Le intercettazioni si riferivano ad un contatto tra il presunto referente del boss della ‘ndrangheta Carmelo Gullace sul territorio alessandrino, Orlando Sofio, e la proprietà dell’azienda, nel 2011.
Secondo quanto emergerebbe dagli atti dell’inchiesta, si stava trattando la vendita dei capannoni dismessi. In un passaggio Sofio avrebbe affermato: «vado dal sindaco di Arquata e gli dico venga con me dentro l’Iciesse che vi faccio vedere dove c’è la rumenta sotterrata … che hanno sotterrato i signori».
L’attuale sindaco di Arquata, Alberto Basso, ha quindi chiesto di accedere agli atti della Procura, per avere un quadro completo della situazione e per verificare, se possibile, se quella “rumenta”, si riferisce alle due discariche già in fase di bonifica o ad altri rifiuti. Che ci sia dell’altro, oltre ai depositi già caratterizzati, è quanto sostengono invece alcuni cittadini ed ex dipendenti, che si sono rivolti ai Noe.
A seguito di quelle recenti segnalazioni, la scorsa settimana è stato fatto un sopralluogo da parte dei tecnici Arpa, Asl, tecnici comunali e militari del Noe. “Abbiamo concordato che vengano effettuati dei prelievi – conferma il direttore Arpa Alberto Maffiotti – che devono essere però concordati con il curatore fallimentare”. Ics, ex Subalpina, è infatti in stato fallimento e la procedura è ancora in corso.

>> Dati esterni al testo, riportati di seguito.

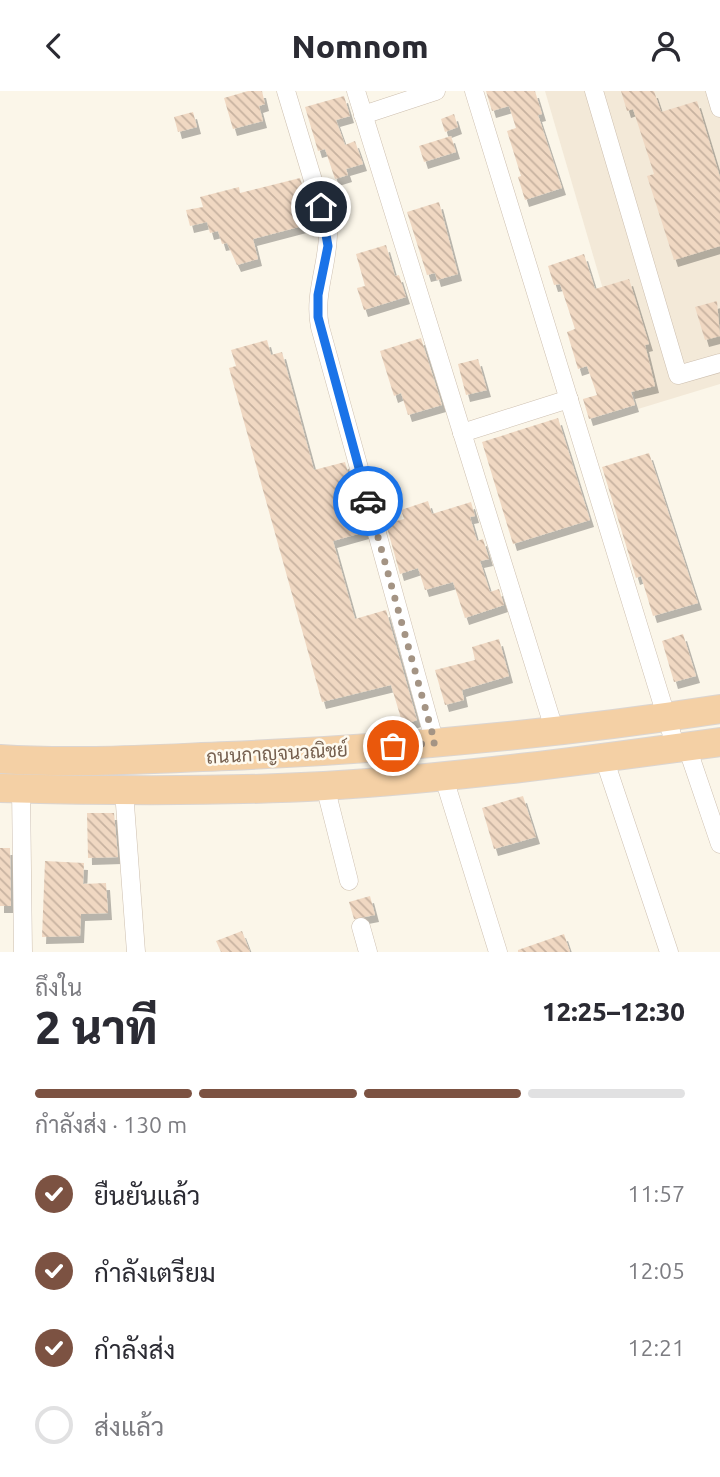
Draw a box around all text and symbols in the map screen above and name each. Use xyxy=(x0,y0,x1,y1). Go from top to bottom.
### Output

A giorni, intanto, i tecnici effettueranno un altro sopralluogo, già concordato, sulle discariche in bonifica. Ci sono tre ordinanze sindacali che imponevano la caratterizzazione del sito e l’eventuale rimozione di elementi in amianto. L’ultima ordinanza indicava come data per l’ottemperamento la metà di agosto ma il curatore fallimentare ha chiesto una nuova proroga.